21 November 2019
Former state security minister and currently African National Congress member of parliament Bongani Bongo (in picture) was arrested on corruption-related charges. He appeared in the Cape Town magistrate’s court facing 13 charges of corruption and was released on R5,000 bail and the case was postponed to January 31.
Two years ago, the Sunday Times reported that Bongo allegedly offered bribe to advocate Ntuthuzelo Vanara for scuppering a probe into mismanagement and corruption at Eskom. In a sworn affidavit, Vanara alleged that Bongo was offering the alleged bribe on instructions of Eskom’s management team and board members at the time. Ntuthuzelo Vanara was then the evidence leader of the parliamentary inquiry into the state capture of Eskom, Transnet and Denel.
Bongo was appointed state security minister by former President Jacob Zuma just a few weeks after allegedly offering Vanara the alleged bribe.

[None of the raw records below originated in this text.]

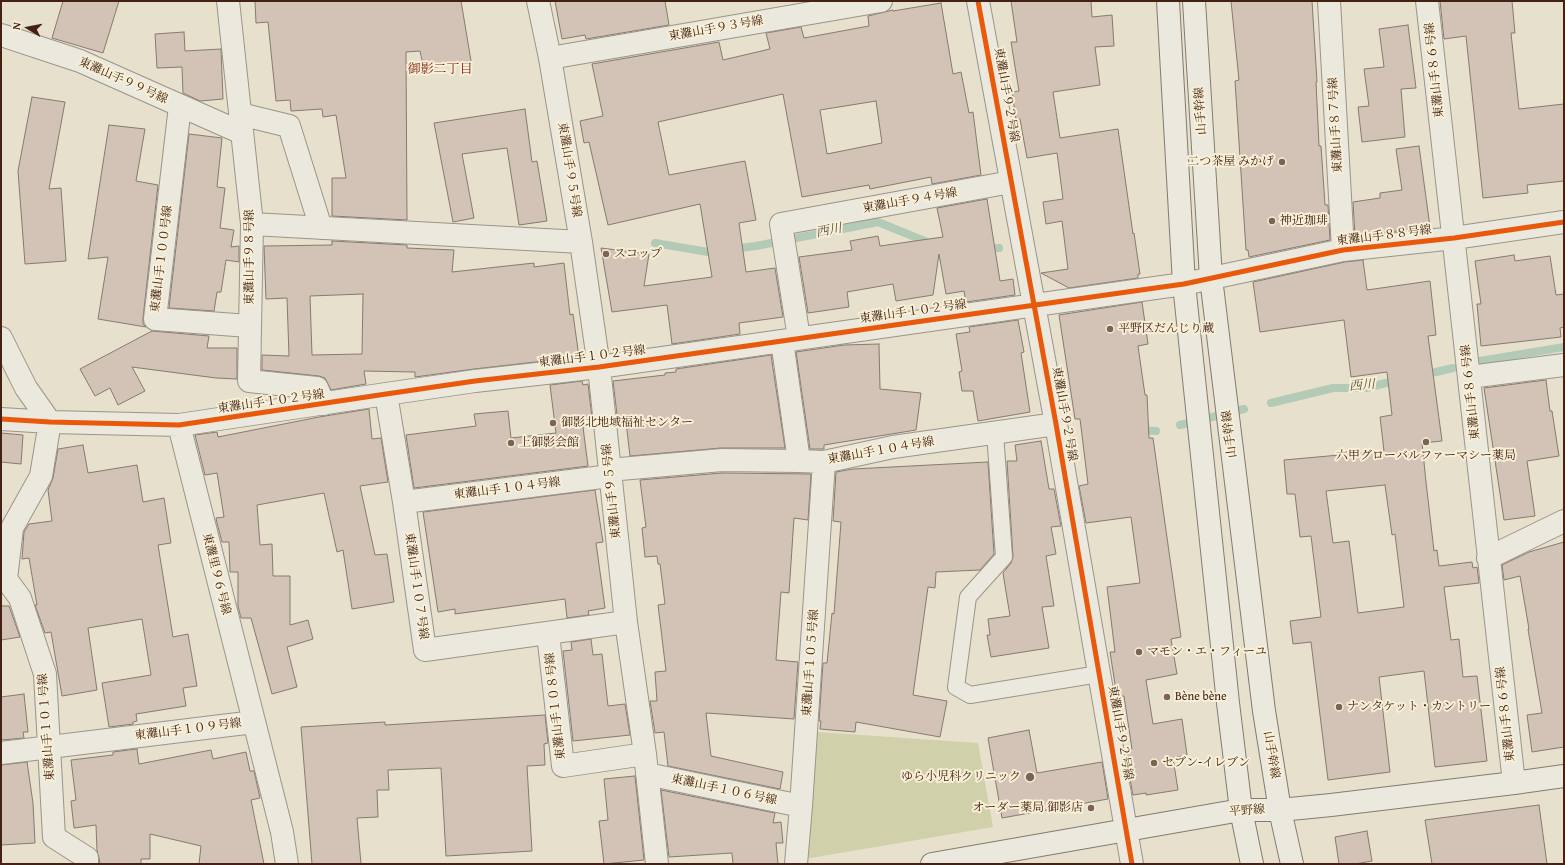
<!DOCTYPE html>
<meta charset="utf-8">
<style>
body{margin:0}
#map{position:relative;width:1565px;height:865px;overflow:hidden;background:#e7e0cc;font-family:"Gentium Book Plus",serif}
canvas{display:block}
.frame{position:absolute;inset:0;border:2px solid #432113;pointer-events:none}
.north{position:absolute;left:8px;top:8px;width:40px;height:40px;-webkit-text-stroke:3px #f7efd6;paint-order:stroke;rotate:280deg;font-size:11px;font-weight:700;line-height:16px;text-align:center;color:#432113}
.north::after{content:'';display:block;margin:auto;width:14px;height:18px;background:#432113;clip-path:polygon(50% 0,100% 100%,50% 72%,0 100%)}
</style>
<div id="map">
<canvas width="1565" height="865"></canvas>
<div class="frame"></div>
<div class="north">N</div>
</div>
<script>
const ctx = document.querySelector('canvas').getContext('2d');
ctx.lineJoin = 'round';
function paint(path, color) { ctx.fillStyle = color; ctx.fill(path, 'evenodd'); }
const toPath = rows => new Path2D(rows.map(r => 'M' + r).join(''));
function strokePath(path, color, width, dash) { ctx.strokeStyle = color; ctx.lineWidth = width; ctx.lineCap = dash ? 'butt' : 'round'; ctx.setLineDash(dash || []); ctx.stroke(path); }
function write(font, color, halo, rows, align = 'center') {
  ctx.font = font + ' "Gentium Book Plus","Noto Serif JP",serif'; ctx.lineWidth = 4; ctx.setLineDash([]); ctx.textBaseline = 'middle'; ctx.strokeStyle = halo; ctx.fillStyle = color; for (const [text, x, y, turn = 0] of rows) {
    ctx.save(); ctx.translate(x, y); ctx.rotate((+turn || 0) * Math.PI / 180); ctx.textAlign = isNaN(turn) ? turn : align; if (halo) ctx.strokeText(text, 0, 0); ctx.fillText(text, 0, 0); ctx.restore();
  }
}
paint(toPath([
 [817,732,978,743,993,827,805,859]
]), '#d0d1ab');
strokePath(toPath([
 [655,243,708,252,717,251],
 [733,249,756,246,878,222,932,244],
 [984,249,999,248],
 [1480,361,1564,347],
 [1423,375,1453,368],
 [1271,403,1333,388,1366,388,1398,380],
 [1180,425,1244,409],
 [1138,430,1156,431]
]), '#b3cab6', 8);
const building = toPath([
 [63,1,119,1,103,53,52,38,63,1],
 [255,1,461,1,471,61,424,69,420,51,406,52,407,220,332,216,332,178,346,178,336,115,323,117,322,109,291,111,290,100,276,101,268,22,256,23,255,1],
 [555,1,665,1,669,25,586,39,585,35,562,39,555,1],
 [1011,1,1091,1,1092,17,1112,15,1114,46,1095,47,1100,85,1053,92,1060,138,1118,129,1133,234,1134,233,1140,274,1138,274,1138,278,1069,288,1041,273,1068,269,1062,221,1046,224,1043,202,1063,199,1057,153,1027,158,1020,119,1016,119,1012,92,1019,91,1011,42,1017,42,1011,1],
 [1231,1,1312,1,1317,82,1316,82,1319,146,1321,146,1325,205,1328,205,1330,240,1249,257,1248,250,1246,250,1235,81,1239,80,1231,1],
 [1440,1,1512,1,1515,33,1511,33,1519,109,1564,104,1564,181,1527,185,1528,193,1483,198,1466,36,1444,39,1440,1],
 [941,3,953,74,961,72,969,113,973,112,981,175,932,184,931,177,870,189,869,185,802,197,783,94,658,122,669,175,745,161,756,220,739,223,746,272,775,268,783,317,739,323,740,334,672,344,667,305,612,312,601,248,649,254,644,286,712,277,700,204,608,225,589,142,584,143,580,121,603,116,592,64,719,42,723,60,770,49,766,33,801,27,804,38,869,26,868,16,893,10,893,11,941,3],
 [876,101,882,143,827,154,820,110,876,101],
 [1408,25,1416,88,1401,89,1405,137,1362,142,1358,107,1369,106,1364,69,1384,67,1379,29,1408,25],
 [184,32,185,51,221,49,223,99,200,101,183,93,182,67,157,68,155,34,184,32],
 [32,97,65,102,49,189,61,188,66,261,25,264,18,171,32,97],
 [525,109,532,162,537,161,547,221,519,225,507,148,462,154,474,218,453,222,434,123,525,109],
 [109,125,145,129,136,181,158,185,143,318,143,324,146,327,98,319,108,257,88,259,109,125],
 [189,134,222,138,217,187,225,188,220,228,234,230,231,247,239,246,239,262,226,260,221,292,217,292,214,311,169,308,189,134],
 [1419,146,1430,227,1355,236,1353,202,1380,198,1380,193,1402,190,1396,149,1419,146],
 [987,199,1000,281,1013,279,1015,295,966,302,964,291,946,294,939,254,933,295,896,301,893,284,847,292,849,307,808,313,799,257,852,250,850,241,878,236,880,246,943,237,937,208,987,199],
 [332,241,407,245,407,248,454,250,452,272,534,263,534,267,564,263,570,315,573,314,579,357,474,369,415,377,415,372,364,371,366,384,331,390,325,378,319,376,262,370,262,355,289,356,287,298,266,299,264,246,332,245,332,241],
 [363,294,362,354,312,355,310,296,363,294],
 [1514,255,1515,261,1550,256,1556,295,1564,294,1564,327,1560,328,1561,337,1481,346,1477,304,1481,304,1475,261,1514,255],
 [1363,260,1367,290,1430,281,1436,335,1428,336,1442,441,1422,443,1426,482,1434,551,1437,550,1439,566,1472,562,1473,568,1477,567,1479,583,1444,587,1451,640,1459,639,1463,677,1477,676,1487,761,1435,767,1424,671,1379,677,1390,772,1328,780,1311,642,1293,644,1290,621,1321,617,1311,536,1300,537,1295,494,1287,494,1284,460,1384,451,1380,417,1392,415,1387,372,1351,377,1344,320,1260,332,1253,282,1345,262,1363,260],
 [1385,485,1392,535,1395,534,1404,607,1358,613,1349,541,1333,543,1326,491,1385,485],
 [1142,302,1148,344,1138,346,1145,395,1147,395,1149,438,1153,438,1181,637,1171,639,1177,674,1146,680,1153,724,1182,719,1187,755,1173,758,1178,790,1146,795,1146,793,1133,795,1126,758,1128,758,1127,749,1132,749,1124,696,1117,697,1110,652,1115,652,1107,587,1140,583,1131,517,1086,523,1079,486,1088,484,1080,419,1075,419,1059,315,1142,302],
 [1018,320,1024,352,1021,353,1030,412,978,421,973,391,962,391,959,372,962,371,956,334,970,332,969,327,1018,320],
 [152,331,209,336,207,348,237,348,237,379,216,378,132,367,145,391,118,405,110,388,95,396,80,369,152,331],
 [879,344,880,389,921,393,916,430,824,445,824,449,810,449,796,352,844,345,879,344],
 [771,355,785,448,721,448,630,456,626,422,618,423,613,381,665,375,665,373,676,372,676,369,771,355],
 [1546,380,1550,411,1552,411,1559,456,1527,461,1535,516,1504,520,1484,388,1546,380],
 [582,381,583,385,588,384,593,426,583,427,588,466,414,488,406,435,476,426,474,414,508,411,511,438,556,433,550,385,582,381],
 [369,409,372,439,381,438,388,482,360,486,375,555,387,554,394,602,352,609,343,550,337,552,324,493,257,505,260,545,272,544,273,576,290,576,290,625,308,620,313,639,287,647,297,687,272,694,251,618,241,618,238,606,238,572,230,572,229,542,222,542,217,523,216,518,224,517,217,473,205,475,195,435,217,432,218,437,319,417,369,409],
 [1,433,23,435,21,464,1,462,1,433],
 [1041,441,1049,489,1054,489,1061,526,1051,527,1056,554,1046,556,1054,606,1042,607,1049,648,991,657,987,635,990,635,988,619,1010,616,1003,573,1011,563,1013,557,1007,461,1017,461,1015,445,1041,441],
 [83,445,88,473,137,465,143,502,164,498,171,543,158,545,173,637,188,634,197,686,183,688,186,706,136,714,137,721,133,722,133,724,109,727,102,683,151,675,142,619,88,628,97,690,62,696,51,632,45,633,35,605,37,605,29,558,22,559,24,532,29,524,52,521,48,490,53,478,58,449,83,445],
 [988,462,994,554,980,570,936,572,935,588,928,587,913,695,947,701,940,737,856,722,855,732,820,729,821,721,819,721,823,663,827,663,832,613,834,614,841,522,833,521,836,472,853,469,988,462],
 [722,473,811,474,808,520,794,518,789,593,781,592,776,660,798,662,794,719,706,713,711,756,783,772,780,789,668,766,664,732,655,733,650,701,657,701,655,672,666,671,658,605,665,604,660,564,658,564,657,556,645,557,642,528,646,527,640,480,722,473],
 [595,490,603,542,596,543,605,608,588,611,589,615,567,618,565,599,455,614,455,609,438,612,423,512,595,490],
 [1564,542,1564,747,1532,752,1527,715,1542,713,1528,629,1529,629,1520,576,1504,580,1502,565,1529,552,1564,542],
 [1,606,9,606,20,637,1,640,1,606],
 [591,639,593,655,602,654,608,706,625,704,630,735,573,741,563,651,572,650,571,642,591,639],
 [24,694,28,732,23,732,24,738,1,740,1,697,24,694],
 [545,715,548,743,544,744,545,765,527,766,532,851,446,856,441,768,388,770,389,790,377,790,378,817,357,818,361,864,312,864,301,727,385,722,385,725,545,715],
 [1029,730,1037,773,1102,762,1108,799,1002,818,988,738,1029,730],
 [137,749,139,764,211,750,213,759,246,752,250,771,254,771,260,798,251,800,264,864,199,864,201,846,150,834,150,859,141,859,141,864,100,864,99,858,97,851,96,825,74,828,71,801,76,800,71,760,113,755,113,752,137,749],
 [27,762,33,803,35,843,1,845,1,765,27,762],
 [635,776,644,860,604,864,599,821,608,820,604,779,635,776],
 [661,790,775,813,773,823,781,822,783,843,776,843,778,864,733,864,732,853,669,857,661,790],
 [1539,805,1547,864,1432,864,1425,820,1539,805],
 [1367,831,1372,861,1355,864,1339,864,1335,837,1367,831]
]);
paint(building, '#d3c2b6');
strokePath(building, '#847b6f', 1);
const lane = toPath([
 [995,433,1004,557,968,597,956,687,970,695,1099,674]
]);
const street = toPath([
 [228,1,252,224,249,381,317,388,324,404],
 [538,1,550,58,581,242,599,367,626,622,645,754,657,864],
 [978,1,1056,424,1132,864],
 [1329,1,1343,250],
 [1427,1,1514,783],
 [1,35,80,61,242,133],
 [550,58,881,1],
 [180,106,155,319,249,326],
 [240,114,289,126,321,228],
 [252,224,581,242],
 [1,338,26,388,50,422,41,476,12,528,6,579,20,598,45,674,54,837,87,858,87,864],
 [799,338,781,224,1011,182],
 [782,341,799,461],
 [1469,377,1564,365],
 [386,394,404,502,425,650,626,622],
 [1,419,50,422,179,425,386,394,475,381,599,367,1155,288,1184,284,1343,250,1454,238,1564,222],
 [179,425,282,832,287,864],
 [609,470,722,460,799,461,824,462,893,447,1056,424],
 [404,502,610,476],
 [1488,558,1564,521],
 [548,634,563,766,645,754],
 [1,753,254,722],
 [647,774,801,806],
 [796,864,801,806,824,462]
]);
const secondary = toPath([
 [1168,1,1184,284,1228,703,1241,810,1252,864],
 [1194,1,1211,278,1264,711,1280,810,1292,864],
 [932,864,1241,810,1280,810,1331,805,1514,783,1564,776]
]);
strokePath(lane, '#9c9487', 18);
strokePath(street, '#9c9487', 24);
strokePath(secondary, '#847b6f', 24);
strokePath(lane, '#ebe8de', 16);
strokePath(street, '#ebe8de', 22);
strokePath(secondary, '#ebe8de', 22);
strokePath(toPath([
 [978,1,1056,424,1132,864],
 [1,419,50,422,179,425,386,394,475,381,599,367,1155,288,1184,284,1343,250,1454,238,1564,222]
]), '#e8590c', 5);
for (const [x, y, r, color] of [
 [1282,162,4,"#7c6454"],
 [1272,221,4,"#7c6454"],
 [606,254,4,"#7c6454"],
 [1110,329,4,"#7c6454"],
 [553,423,4,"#7c6454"],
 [1426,442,4,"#7c6454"],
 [511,443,4,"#7c6454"],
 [1139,652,4,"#7c6454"],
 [1167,697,4,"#7c6454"],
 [1339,707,4,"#7c6454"],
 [1154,763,4,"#7c6454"],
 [1030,777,5,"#7c6454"],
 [1091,808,4,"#7c6454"]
]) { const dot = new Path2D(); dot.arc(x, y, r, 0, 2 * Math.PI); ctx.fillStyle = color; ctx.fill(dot); strokePath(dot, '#f7efd6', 1.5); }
write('12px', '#432113', '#f7efd6', [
 ["東灘山手９３号線",716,29,-10],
 ["東灘山手８６号線",1435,70,-96],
 ["東灘山手９９号線",123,81,24],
 ["東灘山手９２号線",1006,95,80],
 ["山手幹線",1201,111,-94],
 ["東灘山手８７号線",1336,125,-93],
 ["東灘山手９５号線",569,170,81],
 ["東灘山手９４号線",910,201,-10],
 ["東灘山手８８号線",1384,236,-7],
 ["東灘山手９８号線",250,257,-90],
 ["東灘山手１００号線",162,259,-83],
 ["東灘山手１０２号線",913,312,-8],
 ["東灘山手１０２号線",592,357,-7],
 ["東灘山手８６号線",1471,392,-96],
 ["東灘山手１０２号線",271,402,-8],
 ["東灘山手９２号線",1064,414,80],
 ["山手幹線",1230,434,-97],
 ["東灘山手１０４号線",881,451,-10],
 ["東灘山手１０４号線",507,489,-7],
 ["東灘山手９５号線",612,491,-96],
 ["東灘里９６号線",216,574,76],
 ["東灘山手１０７号線",416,586,82],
 ["東灘山手１０５号線",811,663,-86],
 ["東灘山手１０８号線",556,706,-96],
 ["東灘山手８６号線",1506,714,-96],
 ["東灘山手１０１号線",47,727,-94],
 ["東灘山手１０９号線",188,730,-7],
 ["東灘山手９２号線",1120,733,80],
 ["山手幹線",1271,755,81],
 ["東灘山手１０６号線",724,790,12],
 ["平野線",1247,811,-4]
]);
write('12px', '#432113', '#f7efd6', [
 ["二つ茶屋 みかげ",1274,162,"right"],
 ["神近珈琲",1280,221],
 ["スコップ",614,254],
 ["平野区だんじり蔵",1118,329],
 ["御影北地域福祉センター",561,423],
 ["上御影会館",519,443],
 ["六甲グローバルファーマシー薬局",1426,456,"center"],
 ["マモン・エ・フィーユ",1147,652],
 ["Bène bène",1175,697],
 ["ナンタケット・カントリー",1347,707],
 ["セブン-イレブン",1162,763],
 ["ゆら小児科クリニック",1021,777,"right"],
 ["オーダー薬局 御影店",1083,808,"right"]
], 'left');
write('13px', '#7a1f14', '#f7efd6', [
 ["御影二丁目",440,70]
]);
write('italic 13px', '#5e5141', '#f7efd6', [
 ["西川",829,231,-11],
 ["西川",1362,386,-5]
]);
</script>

Eskom, state owned power company, paid a Gupta-owned mine nearly R1 billion for coal it did not receive, despite the utility reporting that its coal supply was at record lows that led to blackouts. The plants are supplied by mines owned by Tegeta Exploration and Resources, in turn, owned by the Guptas’ Oakbay Investments.
Eskom paid R705 million to Optimum since March, because of contractual obligations largely fixed by former mineral resources minister Mosebenzi Zwane and axed-acting group chief executive Matshela Koko.
But, Gupta-owned Tegeta Resources and Energy exported the four million tons of coal at an average price of R800 to R1 000 a ton, netting a profit of around R3bn, which was quickly divested out of the country.
In the meantime, Global Targeting Office of the U.S. Department of the Treasury’s Office of Foreign Assets Control (OFAC) and the U.S. Department of State sanctioned the Gupta Family for bribery, corruption and misappropriation of South African State assets. Treasury has now designated three brothers, Ajay Gupta, Atul Gupta, and Rajesh Gupta, as well as their business associate, Salim Essa, for alleged massive corruption.
According to OFAC, the Guptas, aided by Salim Essa, used close ties to the former South African President Jacob Zuma, to expand the family’s business interests and misappropriate hundreds of millions of dollars through illicit dealings with the South African government.
As a result of these designations, the property or interests of all four individuals, as well as the property of any entities that are owned fifty percent or more by them, which are in the United States or the possession or control of a U.S. person, are now blocked. Additionally, the Guptas and their criminal network are now excluded from the U.S. financial system as U.S. persons, including U.S. correspondent banks, are prohibited from dealing with them.